*WHAT IS BEING ASKED*
Go line by line through the entries below and count those containing the string "with"; give only the count.

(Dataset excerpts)
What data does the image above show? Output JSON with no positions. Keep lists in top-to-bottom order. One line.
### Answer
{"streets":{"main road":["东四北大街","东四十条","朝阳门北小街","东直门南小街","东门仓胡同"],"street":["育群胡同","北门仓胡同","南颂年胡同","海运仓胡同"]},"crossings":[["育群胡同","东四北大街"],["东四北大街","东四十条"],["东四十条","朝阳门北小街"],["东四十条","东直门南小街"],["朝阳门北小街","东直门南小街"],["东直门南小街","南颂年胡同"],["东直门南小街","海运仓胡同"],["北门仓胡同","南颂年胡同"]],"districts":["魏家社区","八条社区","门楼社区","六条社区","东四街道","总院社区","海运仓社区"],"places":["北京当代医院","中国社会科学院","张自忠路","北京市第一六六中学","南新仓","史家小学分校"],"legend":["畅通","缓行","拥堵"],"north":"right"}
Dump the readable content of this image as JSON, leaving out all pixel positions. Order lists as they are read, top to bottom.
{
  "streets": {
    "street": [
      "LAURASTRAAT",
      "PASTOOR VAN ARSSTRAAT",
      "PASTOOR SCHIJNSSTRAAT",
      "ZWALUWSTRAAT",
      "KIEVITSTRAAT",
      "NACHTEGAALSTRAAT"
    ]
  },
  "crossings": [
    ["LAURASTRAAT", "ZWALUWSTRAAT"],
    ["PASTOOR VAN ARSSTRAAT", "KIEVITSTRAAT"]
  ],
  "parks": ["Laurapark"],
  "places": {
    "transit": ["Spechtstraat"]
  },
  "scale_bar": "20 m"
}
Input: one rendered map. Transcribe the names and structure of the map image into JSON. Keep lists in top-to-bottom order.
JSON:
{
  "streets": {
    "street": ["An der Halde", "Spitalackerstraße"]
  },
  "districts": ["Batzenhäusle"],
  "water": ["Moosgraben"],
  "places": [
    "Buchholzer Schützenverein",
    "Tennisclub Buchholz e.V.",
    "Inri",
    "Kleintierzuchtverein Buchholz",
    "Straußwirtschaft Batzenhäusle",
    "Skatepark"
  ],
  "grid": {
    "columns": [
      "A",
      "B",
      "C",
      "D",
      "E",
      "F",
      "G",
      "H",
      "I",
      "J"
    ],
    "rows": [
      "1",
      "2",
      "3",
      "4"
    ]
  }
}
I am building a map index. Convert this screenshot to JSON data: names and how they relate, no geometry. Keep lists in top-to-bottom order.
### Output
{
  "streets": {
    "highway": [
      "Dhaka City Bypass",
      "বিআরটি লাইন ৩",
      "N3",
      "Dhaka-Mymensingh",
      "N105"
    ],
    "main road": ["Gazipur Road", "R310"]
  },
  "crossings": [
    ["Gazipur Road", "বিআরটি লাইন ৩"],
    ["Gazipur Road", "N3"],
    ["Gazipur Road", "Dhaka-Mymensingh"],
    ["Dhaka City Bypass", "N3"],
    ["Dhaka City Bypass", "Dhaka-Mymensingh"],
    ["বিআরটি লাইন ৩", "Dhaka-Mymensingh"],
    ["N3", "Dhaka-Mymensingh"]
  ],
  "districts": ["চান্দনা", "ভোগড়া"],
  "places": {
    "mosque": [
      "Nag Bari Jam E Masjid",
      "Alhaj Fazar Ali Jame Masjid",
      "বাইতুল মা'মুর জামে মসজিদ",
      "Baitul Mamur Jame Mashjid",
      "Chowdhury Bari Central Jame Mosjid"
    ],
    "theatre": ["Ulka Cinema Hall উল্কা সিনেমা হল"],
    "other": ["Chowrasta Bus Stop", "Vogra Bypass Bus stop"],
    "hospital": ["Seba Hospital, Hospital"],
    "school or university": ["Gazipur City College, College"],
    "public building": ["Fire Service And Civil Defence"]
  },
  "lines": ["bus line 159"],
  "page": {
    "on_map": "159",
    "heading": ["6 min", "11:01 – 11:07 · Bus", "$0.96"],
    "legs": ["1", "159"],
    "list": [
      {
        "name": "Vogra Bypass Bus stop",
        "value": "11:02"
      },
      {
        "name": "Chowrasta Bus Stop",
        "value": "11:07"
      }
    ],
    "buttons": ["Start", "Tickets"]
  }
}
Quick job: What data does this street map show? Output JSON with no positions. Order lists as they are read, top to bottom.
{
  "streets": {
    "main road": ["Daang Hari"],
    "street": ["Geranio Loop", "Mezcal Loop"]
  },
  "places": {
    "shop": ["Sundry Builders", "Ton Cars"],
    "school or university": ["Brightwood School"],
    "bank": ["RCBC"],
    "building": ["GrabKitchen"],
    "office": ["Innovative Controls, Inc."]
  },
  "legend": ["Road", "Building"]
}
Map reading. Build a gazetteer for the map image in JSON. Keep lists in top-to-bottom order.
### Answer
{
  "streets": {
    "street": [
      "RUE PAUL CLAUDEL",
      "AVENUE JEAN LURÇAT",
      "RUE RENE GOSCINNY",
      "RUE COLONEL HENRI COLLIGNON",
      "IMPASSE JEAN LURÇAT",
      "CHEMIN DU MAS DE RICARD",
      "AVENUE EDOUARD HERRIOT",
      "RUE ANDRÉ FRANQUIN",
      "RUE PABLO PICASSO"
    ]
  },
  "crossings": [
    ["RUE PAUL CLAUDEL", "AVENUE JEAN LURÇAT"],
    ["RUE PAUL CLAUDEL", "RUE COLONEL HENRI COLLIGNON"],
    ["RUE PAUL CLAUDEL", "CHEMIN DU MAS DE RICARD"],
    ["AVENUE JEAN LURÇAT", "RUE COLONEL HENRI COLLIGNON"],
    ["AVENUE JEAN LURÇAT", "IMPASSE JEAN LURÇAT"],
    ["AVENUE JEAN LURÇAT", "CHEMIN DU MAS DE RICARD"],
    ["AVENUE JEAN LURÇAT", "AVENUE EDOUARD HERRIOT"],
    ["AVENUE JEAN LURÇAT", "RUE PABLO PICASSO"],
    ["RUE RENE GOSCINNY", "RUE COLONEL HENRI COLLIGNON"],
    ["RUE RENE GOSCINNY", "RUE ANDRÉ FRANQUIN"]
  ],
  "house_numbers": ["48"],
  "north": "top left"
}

*RESULT FOR THIS EXERCISE*
2